La due giorni, dedicata alle ragioni del No al referendum costituzionale, si aprirà alle ore 16:00 con la presentazione di Roberta Angelilli e Pino Bicchielli. Alle 16:30 parola agli amministratori locali che parleranno dell’impegno civico per il No: interverranno Guido Castelli, Roberto Dipiazza, Mauro Di Dalmazio, Claudia Porchietto, Piergiorgio Massidda, Alberto Morano e Guglielmo Vaccaro. Alle 17:30 Nicola Porro intervisterà Stefano Parisi. A seguire, alle 18:30, moderati da Bianca Berlinguer, Maurizio Belpietro, Arturo Diaconale, Carlo Freccero e Silvia Truzzi discuteranno di “Informazione e referendum: il No censurato”. Chiuderà il primo pomeriggio di dibattiti una tavola rotonda dei “Cattolici per il No”, con Francesco Agnoli, Luigi Amicone, Dino Boffo, Carlo Giovanardi, Alfredo Mantovano, Vincenzo Massara, Eugenia Roccella, Mauro Ronco e Maria Rachele Ruju. La sera, alle 20:30, ci sarà uno spettacolo in piazza durante il quale verranno raccolti fondi per le popolazioni colpite dal terremoto.

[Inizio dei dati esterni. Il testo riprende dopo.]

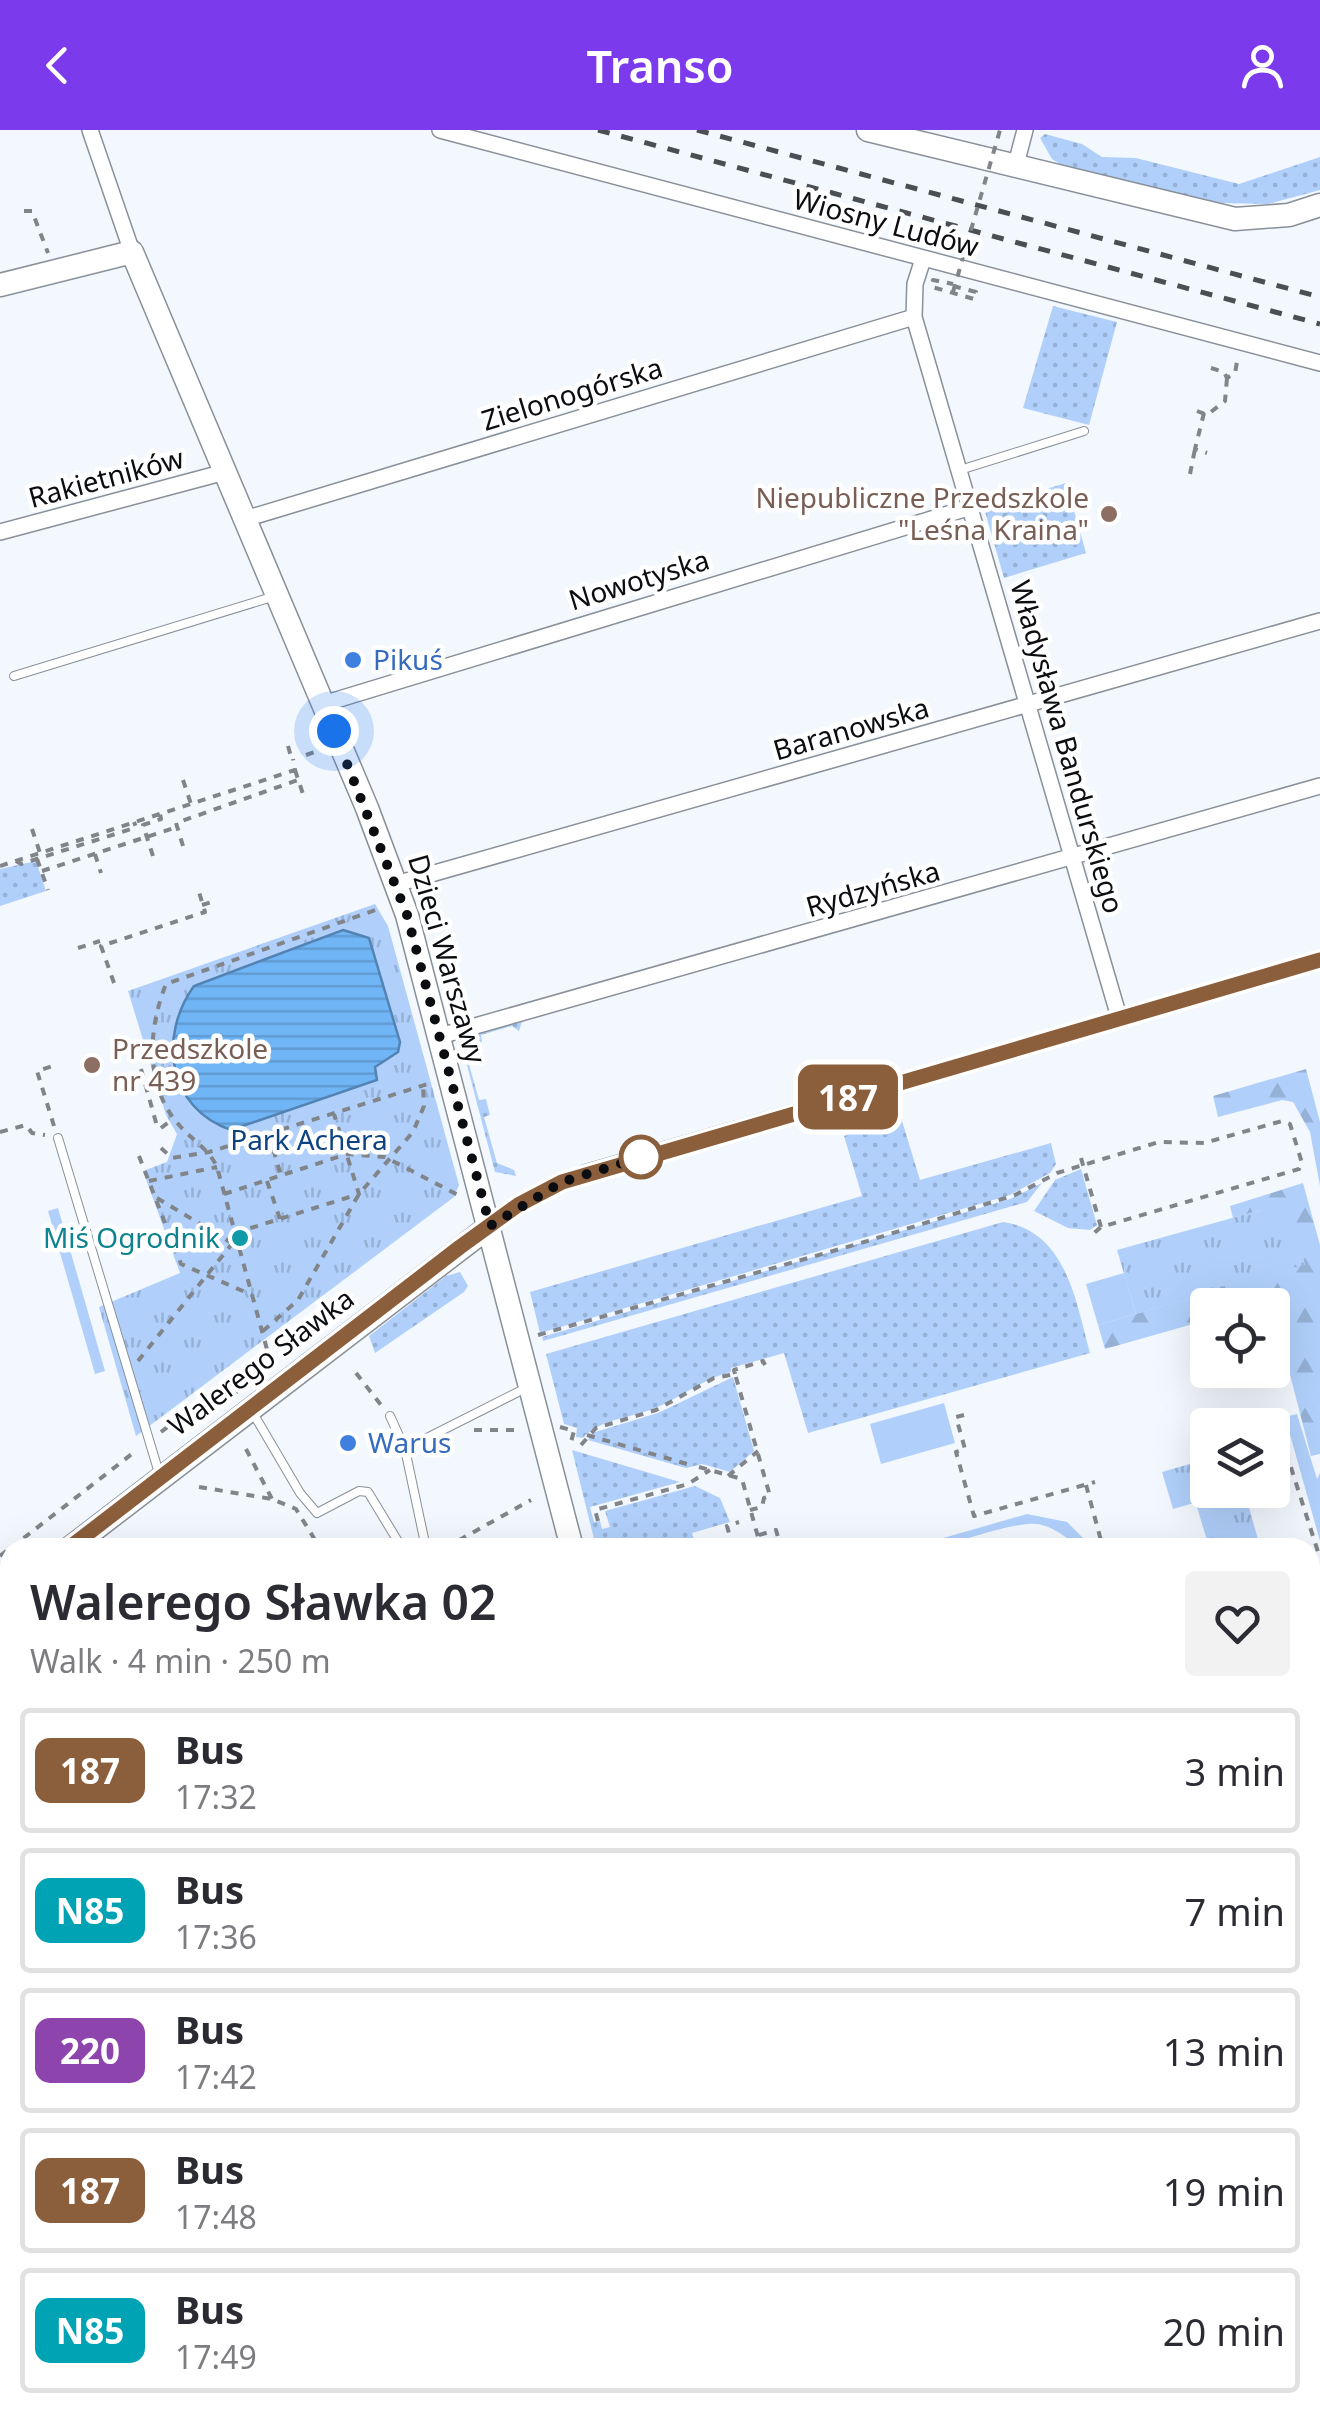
<!DOCTYPE html>
<html lang="en">
<head>
<meta charset="utf-8">
<style>
  :root { --surface:#fff; --page:#f2f2f3; --text:#2b2b33; --muted:#7c7c81; --line:#e1e1e2; --accent:#7c3aed }
  body { margin:0; font-family:"Noto Sans",sans-serif; background:var(--page); color:var(--text); height:100vh; display:flex; flex-direction:column; font-size:38px; white-space:nowrap }
  * { box-sizing:border-box; margin:0 }
  p { font-size:32px; color:var(--muted) }
  .icon { flex:none; width:55px; height:55px; fill:none; stroke:currentColor; stroke-width:2; stroke-linecap:round; stroke-linejoin:round }
  .map { position:relative; flex:1; overflow:hidden }
  .details { position:absolute; left:0px; top:1408px; width:1320px; height:892px; display:flex; flex-direction:column; background:var(--surface); border-radius:30px 30px 0 0; box-shadow:0 10px 40px #0002 }
  .details>* { flex:none }
  .badge { padding:0 20px; border-radius:15px; font-size:35px; line-height:65px }
  .controls { position:absolute; left:1190px; top:1158px; display:grid; gap:20px }
  .controls a { display:grid; place-items:center; width:100px; height:100px; border-radius:10px; background:var(--surface); box-shadow:0 10px 40px #0002; font-size:50px }
  .you { position:absolute; width:50px; height:50px; margin:-25px; border:8px solid #fff; border-radius:50%; background:#1a73e8; box-shadow:0 0 0 15px #1a73e833 }
  .map>.badge { position:absolute; translate:-50% -50%; box-shadow:0 0 0 5px #fff }
  .round { display:grid; place-items:center; flex:none; width:105px; height:105px; border-radius:10px; background:var(--page) }
  .summary { display:flex; align-items:center; justify-content:space-between; height:170px; padding:0 30px }
  h1 { font-size:48px; font-weight:600; line-height:75px }
  ul { padding:0; list-style:none }
  li { display:flex; align-items:center; gap:30px; height:125px; margin:0 20px 15px; padding:0 10px; border:5px solid var(--line); border-radius:10px }
  li div { flex:1 }
  li b { display:block; font-size:38px }
  li em { font-style:normal }
  li .badge { min-width:110px; font-weight:700; text-align:center }
  header { display:flex; justify-content:space-between; align-items:center; height:130px; padding:0 30px; background:var(--accent); color:#fff; font-size:45px; font-weight:600 }
  .map>svg:first-child { display:block }
  .grass { fill:url(#grass-dots) }
  .forest { fill:url(#forest-firs) }
  .park { fill:url(#park-tufts) }
  .pitch { fill:#b0d0fb }
  .water { fill:url(#water-rules); stroke:#5283b2; stroke-width:2.5 }
  .lines { fill:none; stroke-linecap:round; stroke-linejoin:round }
  .lane-casing { stroke:#899099; stroke-width:10 }
  .street-casing { stroke:#899099; stroke-width:18 }
  .secondary-casing { stroke:#899099; stroke-width:25 }
  .path { stroke:#818489; stroke-width:4; stroke-dasharray:8 8; stroke-linecap:butt }
  .lane { stroke:#fff; stroke-width:8 }
  .street { stroke:#fff; stroke-width:15 }
  .secondary { stroke:#fff; stroke-width:22 }
  .rail { stroke:#4b4e52; stroke-width:5; stroke-dasharray:12 12; stroke-linecap:butt }
  .path-bridge { stroke:#818489; stroke-width:4; stroke-dasharray:8 8; stroke-linecap:butt }
  .line-casing { stroke:#fff; stroke-width:22 }
  .line { stroke:#8b5e3c; stroke-width:15 }
  .walk { stroke:#0b0d10; stroke-width:10; stroke-dasharray:0 18 }
  .education-dot { fill:#8d6e63; stroke:#fff; stroke-width:4 }
  .shop-dot { fill:#3f7fe0; stroke:#fff; stroke-width:4 }
  .stop-dot { fill:#fff; stroke:#8b5e3c; stroke-width:5 }
  .culture-dot { fill:#0f9aa8; stroke:#fff; stroke-width:4 }
  .labels { text-anchor:middle; stroke-width:9; stroke-linejoin:round; paint-order:stroke }
  .street-label { font-size:28px; fill:#0b0d10; stroke:#fff }
  .education-label { font-size:28px; fill:#785e54; stroke:#fff; text-anchor:end }
  .shop-label { font-size:28px; fill:#366cbe; stroke:#fff; text-anchor:start }
  .park-label { font-size:28px; fill:#0e4281; stroke:#fff }
  .culture-label { font-size:28px; fill:#0d838f; stroke:#fff; text-anchor:end }
</style>
</head>
<body>
<header><svg class="icon" aria-label="back" viewBox="0 0 24 24"><path d="M15 5l-7 7 7 7"/></svg>Transo<svg class="icon" aria-label="person" viewBox="0 0 24 24"><circle cx="12" cy="8" r="4"/><path d="M4 21q1-7 8-7t8 7"/></svg></header>
<div class="map">
<svg width="1320" height="2298" viewBox="0 0 1320 2298">
  <defs>
    <pattern id="grass-dots" width="8" height="8" patternUnits="userSpaceOnUse" patternTransform="scale(2.5)"><rect width="8" height="8" fill="#b0d0fb"/><path d="M2 2h.1M6 6h.1" fill="none" stroke="#96b1d6" stroke-width="1.8" stroke-linecap="round"/></pattern>
    <pattern id="forest-firs" width="22" height="20" patternUnits="userSpaceOnUse" patternTransform="scale(2.5)"><rect width="22" height="20" fill="#b0d0fb"/><path d="M5 1l3.5 6h-7zM16 11l3.5 6h-7z" fill="#96b1d6"/></pattern>
    <pattern id="park-tufts" width="24" height="20" patternUnits="userSpaceOnUse" patternTransform="scale(2.5)"><rect width="24" height="20" fill="#b0d0fb"/><path d="M3 7l-1-3M5 7V3M7 7l1-3M15 17l-1-3M17 17v-4M19 17l1-3" fill="none" stroke="#96b1d6"/></pattern>
    <pattern id="water-rules" width="6" height="5" patternUnits="userSpaceOnUse" patternTransform="scale(2.5)"><rect width="6" height="5" fill="#70b6f7"/><path d="M0 2.5h6" fill="none" stroke="#609bd3"/></pattern>
  </defs>
  <rect width="100%" height="100%" fill="#f3f8fe"/>
  <path class="grass" d="M 1045,4 L 1082,14 L 1102,27 L 1136,28 L 1239,54 L 1320,27 L 1320,60 L 1268,74 L 1222,73 L 1066,38 L 1052,29 L 1040,8 Z
    M 1053,176 L 1117,192 L 1089,295 L 1023,278 Z
    M 1066,353 L 1086,423 L 1004,448 L 984,378 Z
    M 36,731 L 46,761 L 0,776 L 0,739 Z
    M 522,891 L 519,901 L 512,896 L 481,905 L 482,912 L 466,924 L 479,970 L 486,969 L 490,985 L 484,987 L 497,1033 L 514,1040 L 516,1046 L 495,1042 L 463,920 L 471,906 Z
    M 896,971 L 920,1050 L 1051,1013 L 1056,1034 L 1050,1043 L 1010,1065 L 540,1203 L 530,1162 L 862,1066 L 844,1006 L 855,1002 L 849,983 Z
    M 1081,1039 L 1097,1095 L 1090,1100 L 1068,1098 L 1034,1081 L 1055,1050 Z
    M 1042,1053 L 1027,1072 L 543,1211 L 542,1207 L 1010,1069 Z
    M 1003,1092 C 1067,1101 1076,1173 1090,1223 L 808,1303 L 784,1223 L 731,1238 L 731,1242 C 701,1249 678,1270 650,1280 C 628,1288 598,1290 583,1308 L 576,1307 L 577,1298 L 564,1294 L 546,1224 Z
    M 460,1142 L 468,1156 L 464,1162 L 375,1223 L 369,1206 L 446,1146 Z
    M 733,1247 L 754,1321 L 730,1342 L 702,1334 L 686,1338 L 588,1310 L 592,1303 L 658,1283 Z
    M 572,1320 L 680,1352 L 590,1377 L 594,1392 L 600,1391 L 602,1399 L 610,1397 L 605,1381 L 695,1356 L 720,1368 L 730,1392 L 692,1403 L 696,1417 L 596,1417 Z
    M 1320,1697 L 1320,2086 L 1310,2052 L 1310,1700 Z
    M 1320,2213 L 1320,2298 L 1234,2298 L 1231,2290 L 1310,2290 L 1310,2216 Z
    M 853,2290 L 997,2290 L 1000,2298 L 856,2298 Z"/>
  <path class="forest" d="M 1306,939 L 1320,992 L 1320,1056 L 1310,1002 L 1293,972 L 1282,970 L 1218,987 L 1213,966 Z
    M 1303,1053 L 1320,1115 L 1320,1324 L 1311,1326 L 1272,1175 L 1208,1175 L 1207,1190 L 1105,1219 L 1098,1195 L 1183,1170 L 1261,1080 L 1233,1088 L 1230,1076 Z
    M 1310,2052 L 1320,2086 L 1320,2213 L 1310,2216 Z"/>
  <path class="park" d="M 375,774 L 388,796 L 459,1055 L 454,1067 L 136,1306 L 99,1177 L 180,1143 L 143,1041 L 167,1032 L 177,1004 L 166,985 L 128,861 Z
    M 1261,1080 L 1274,1080 L 1295,1093 L 1305,1135 L 1188,1165 L 1184,1170 L 1136,1184 L 1117,1120 Z
    M 1207,1329 L 1208,1360 L 1236,1361 L 1173,1379 L 1162,1342 Z
    M 1245,1363 L 1259,1413 L 1209,1417 L 1197,1377 Z"/>
  <path class="pitch" d="M 58,1078 L 105,1241 L 95,1244 L 48,1081 Z
    M 1124,1143 L 1136,1184 L 1098,1195 L 1086,1154 Z
    M 944,1273 L 955,1313 L 881,1334 L 870,1294 Z
    M 1297,1284 L 1317,1349 L 1320,1343 L 1320,1411 L 1285,1287 Z
    M 1027,1384 L 1067,1392 L 1092,1417 C 1070,1418 1056,1391 1028,1394 C 988,1398 954,1418 912,1417 Z"/>
  <path class="water" d="M 343,800 L 369,808 L 400,912 L 398,922 L 375,937 L 377,950 L 231,1000 C 167,978 158,906 194,856 Z"/>
  <g class="lines">
    <defs>
      <path id="lane" d="M 960,340 L 1084,301
        M 14,546 L 272,467
        M 58,1008 L 159,1343
        M 253,1283 L 300,1363 L 317,1383 L 359,1361 L 368,1362 L 402,1418
        M 390,1286 L 405,1319 L 426,1418
        M 405,1319 L 526,1258
        M 1310,1677 L 1320,1674"/>
      <path id="street" d="M 90,0 L 132,122
        M 440,0 L 1320,233
        M 1015,38 L 1025,0
        M 923,129 L 915,154 L 914,187 L 1119,887
        M 245,389 L 914,187
        M 0,402 L 225,342
        M 323,574 L 971,377
        M 396,754 L 1320,491
        M 440,906 L 1320,656
        M 490,1096 L 538,1063 L 585,1043 L 1320,830
        M 0,2029 L 10,2026
        M 199,2290 L 201,2298
        M 241,2290 L 243,2298
        M 284,2290 L 285,2298
        M 496,2290 L 498,2298
        M 616,2290 L 618,2298
        M 753,2290 L 756,2298
        M 31,2298 L 60,2290"/>
      <path id="secondary" d="M 868,0 L 1235,89 L 1289,85 L 1320,75
        M 0,155 L 132,122 L 367,678 L 407,785 L 572,1418
        M 70,1418 L 490,1096
        M 0,1470 L 10,1463
        M 818,2290 L 821,2298"/>
    </defs>
    <use href="#lane" class="lane-casing"/>
    <use href="#street" class="street-casing"/>
    <use href="#secondary" class="secondary-casing"/>
    <path class="path" d="M 24,81 L 32,81 L 48,123
      M 953,156 L 976,162 L 974,169 L 932,157 L 933,150 L 953,154
      M 1211,238 L 1224,242 L 1227,248 L 1235,243 L 1238,226
      M 1197,281 L 1207,285 L 1225,271 L 1227,248
      M 1204,283 L 1195,319 L 1207,323
      M 1190,344 L 1195,319
      M 288,616 L 292,630
      M 306,625 L 321,620
      M 295,640 L 303,664
      M 183,650 L 191,674
      M 32,699 L 40,723
      M 183,716 L 176,693 L 298,650
      M 95,724 L 101,743
      M 153,726 L 143,695 L 161,689 L 160,684
      M 37,729 L 48,760
      M 16,731 L 21,734 L 131,699 L 136,697 L 134,692
      M 0,736 L 295,640 L 293,629
      M 42,741 L 177,697
      M 202,775 L 212,772
      M 78,818 L 100,811
      M 114,853 L 101,816 L 205,782 L 199,762
      M 141,939 L 157,996
      M 844,986 L 849,1003
      M 54,996 L 37,941 L 56,935
      M 161,998 L 173,989
      M 0,1002 L 26,995 L 32,1003 L 45,1005
      M 269,1004 L 281,1046
      M 161,1018 L 172,1028 L 209,1022 L 431,953
      M 139,1026 L 181,1134 L 252,1165
      M 1081,1028 L 1101,1097
      M 149,1051 L 217,1037
      M 267,1051 L 280,1089
      M 224,1064 L 347,1024 L 385,1027 L 458,1065
      M 157,1068 L 230,1112
      M 235,1103 L 359,1064 L 334,984
      M 263,1201 L 298,1170 L 359,1064 L 413,1002 L 424,976 L 423,956
      M 538,1205 L 861,1113 L 1015,1065 L 1057,1043 L 1159,1012 L 1204,1013 L 1282,991 L 1290,994 L 1302,1033 L 1299,1039 L 1101,1097 L 1092,1105
      M 138,1231 L 235,1110
      M 271,1234 L 217,1037 C 208,1018 193,1011 180,996 C 144,957 148,899 166,854 L 381,778
      M 356,1243 L 381,1275
      M 735,1244 L 734,1240 L 763,1231 L 765,1235
      M 964,1285 L 956,1287 L 965,1319 L 956,1322 L 974,1386 L 1095,1352
      M 560,1297 L 574,1301 L 571,1312
      M 474,1300 L 514,1300
      M 161,1302 L 193,1277 L 234,1264 L 270,1235
      M 587,1305 L 687,1334
      M 581,1315 L 596,1298 L 656,1280 L 714,1248 L 735,1244 L 770,1366 L 764,1368 L 762,1377 L 750,1380
      M 246,1319 L 272,1369
      M 1286,1322 L 1320,1428
      M 699,1337 L 742,1349 L 761,1418
      M 728,1346 L 758,1321
      M 1086,1355 L 1103,1418
      M 199,1357 L 272,1369 L 296,1379 L 320,1418
      M 598,1391 L 595,1380 L 688,1354 L 710,1340
      M 759,1405 L 776,1400 L 781,1418
      M 11,1418 L 137,1320
      M 445,1418 L 531,1370
      M 733,1418 L 727,1396 L 739,1392
      M 0,1426 L 10,1418
      M 1310,1449 L 1320,1446
      M 1310,1513 L 1320,1510
      M 1310,1578 L 1320,1575
      M 1316,1624 L 1320,1622
      M 0,1731 L 10,1724
      M 0,1732 L 10,1732
      M 0,1828 L 10,1820
      M 0,1951 L 10,1951
      M 0,1967 L 10,1962
      M 0,2053 L 10,2050
      M 0,2148 L 10,2145
      M 0,2249 L 10,2246
      M 694,2290 L 696,2298
      M 724,2290 L 726,2298
      M 848,2290 L 851,2298
      M 74,2296 L 98,2290"/>
    <use href="#lane" class="lane"/>
    <use href="#street" class="street"/>
    <use href="#secondary" class="secondary"/>
    <path class="rail" d="M 598,0 L 1320,194
      M 697,0 L 1320,167"/>
    <path class="path-bridge" d="M 953,162 L 1000,0"/>
  </g>
  <g class="lines">
    <defs>
      <path id="line" d="M 69,1418 L 460,1117 L 518,1075 L 562,1052 L 1320,830"/>
    </defs>
    <use href="#line" class="line-casing"/>
    <use href="#line" class="line"/>
    <path class="walk" d="M 334,601 L 407,785 L 490,1096 L 562,1052 L 645,1026 L 641,1027"/>
  </g>
  <g class="education-dot">
    <circle cx="1109" cy="384" r="10"/>
    <circle cx="92" cy="935" r="10"/>
  </g>
  <g class="shop-dot">
    <circle cx="353" cy="530" r="10"/>
    <circle cx="348" cy="1313" r="10"/>
  </g>
  <circle class="stop-dot" cx="641" cy="1027" r="20"/>
  <circle class="culture-dot" cx="240" cy="1108" r="10"/>
  <g class="labels">
    <g class="street-label">
      <text transform="translate(886 93) rotate(15)" y="10">Wiosny Ludów</text>
      <text transform="translate(572 264) rotate(-17)" y="10">Zielonogórska</text>
      <text transform="translate(106 348) rotate(-15)" y="10">Rakietników</text>
      <text transform="translate(639 450) rotate(-17)" y="10">Nowotyska</text>
      <text transform="translate(851 599) rotate(-16)" y="10">Baranowska</text>
      <text transform="translate(1067 617) rotate(74)" y="10">Władysława Bandurskiego</text>
      <text transform="translate(873 759) rotate(-16)" y="10">Rydzyńska</text>
      <text transform="translate(447 829) rotate(74)" y="10">Dzieci Warszawy</text>
      <text transform="translate(261 1232) rotate(-37)" y="10">Walerego Sławka</text>
    </g>
    <g class="education-label">
      <text x="1089" y="378">Niepubliczne Przedszkole<tspan x="1089" dy="32">"Leśna Kraina"</tspan></text>
      <text x="112" y="929" text-anchor="start">Przedszkole<tspan x="112" dy="32">nr 439</tspan></text>
    </g>
    <g class="shop-label">
      <text x="373" y="540">Pikuś</text>
      <text x="368" y="1323">Warus</text>
    </g>
    <g class="park-label">
      <text x="309" y="1020">Park Achera</text>
    </g>
    <g class="culture-label">
      <text x="220" y="1118">Miś Ogrodnik</text>
    </g>
  </g>
</svg>
<div class="controls">
<a><svg class="icon" aria-label="locate" viewBox="0 0 24 24"><circle cx="12" cy="12" r="6"/><path d="M12 2v4M12 18v4M2 12h4M18 12h4"/></svg></a>
<a><svg class="icon" aria-label="layers" viewBox="0 0 24 24"><path d="M12 4l9 5-9 5-9-5zM3 14l9 5 9-5"/></svg></a>
</div>
<div class="you" style="left:334px;top:601px"></div>
<b class="badge" style="left:848px;top:967px;background:#8b5e3c;color:#fff">187</b>
<section class="details">
<div class="summary"><div><h1>Walerego Sławka 02</h1><p>Walk · 4 min · 250 m</p></div><a class="round"><svg class="icon" aria-label="heart" viewBox="0 0 24 24"><path d="M12 20l-8-8c-3-5 5-10 8-4 3-6 11-1 8 4z"/></svg></a></div>
<ul>
<li><span class="badge" style="background:#8b5e3c;color:#fff">187</span><div><b>Bus</b><p>17:32</p></div><em>3 min</em></li>
<li><span class="badge" style="background:#00a3b4;color:#fff">N85</span><div><b>Bus</b><p>17:36</p></div><em>7 min</em></li>
<li><span class="badge" style="background:#8e44ad;color:#fff">220</span><div><b>Bus</b><p>17:42</p></div><em>13 min</em></li>
<li><span class="badge" style="background:#8b5e3c;color:#fff">187</span><div><b>Bus</b><p>17:48</p></div><em>19 min</em></li>
<li><span class="badge" style="background:#00a3b4;color:#fff">N85</span><div><b>Bus</b><p>17:49</p></div><em>20 min</em></li>
</ul>
</section>
</div>
</body>
</html>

La seconda giornata, venerdì 9, si aprirà alle 11:00 con un dibattito dedicato al centrodestra e intitolato “Dal No all’alternativa di governo”. Interverranno Andrea Augello, Cinzia Bonfrisco, Renato Brunetta, Edmondo Cirielli, Giuseppe De Mita, Maurizio Gasparri, Giancarlo Giorgetti e Giulio Tremonti. Alle ore 14:30 si terrà un’assemblea dei comitati “Civici e Riformatori per il No”, mentre alle 17:00 ci si interrogherà sul post referendum in una tavola rotonda dal titolo “Se vince il No non c’è il diluvio”, che vedrà la partecipazione di Lelio Alfonso, Paolo Cirino Pomicino, Tito Di Maggio, Mario Esposito, Raffaele Fitto, Miguel Gotor, Paolo Romani e Sofia Ventura. Alle ore 19:00, chiuderà la festa l’intervento del presidente di “Idea”, il senatore Gaetano Quagliariello.
Alla festa hanno garantito la loro presenza anche i presidenti di comitati per il No e diversi parlamentari e consiglieri regionali.
E dopo il referendum ? Quagliariello ha tre indicazioni: “Uno: con la vittoria del No, questo governo deve andare a casa. Due: la legge costituzionale da proporre dovrà prevedere che l’assemblea costituente venga eletta dai cittadini contestualmente alle prossime elezioni politiche. Tre: in nessun caso il numero dei parlamentari e il numero dei componenti dell’assemblea dovrà superare il numero dei parlamentari attuali, il che significa che con la stessa legge costituzionale il numero dei parlamentari dovrà essere ridotto. Si tratta di coniugare un No deciso al referendum con lo spirito riformista che ha sempre caratterizzato il centrodestra, e soprattutto di dimostrare che dopo il No (e dopo Renzi) non c’è affatto il diluvio”.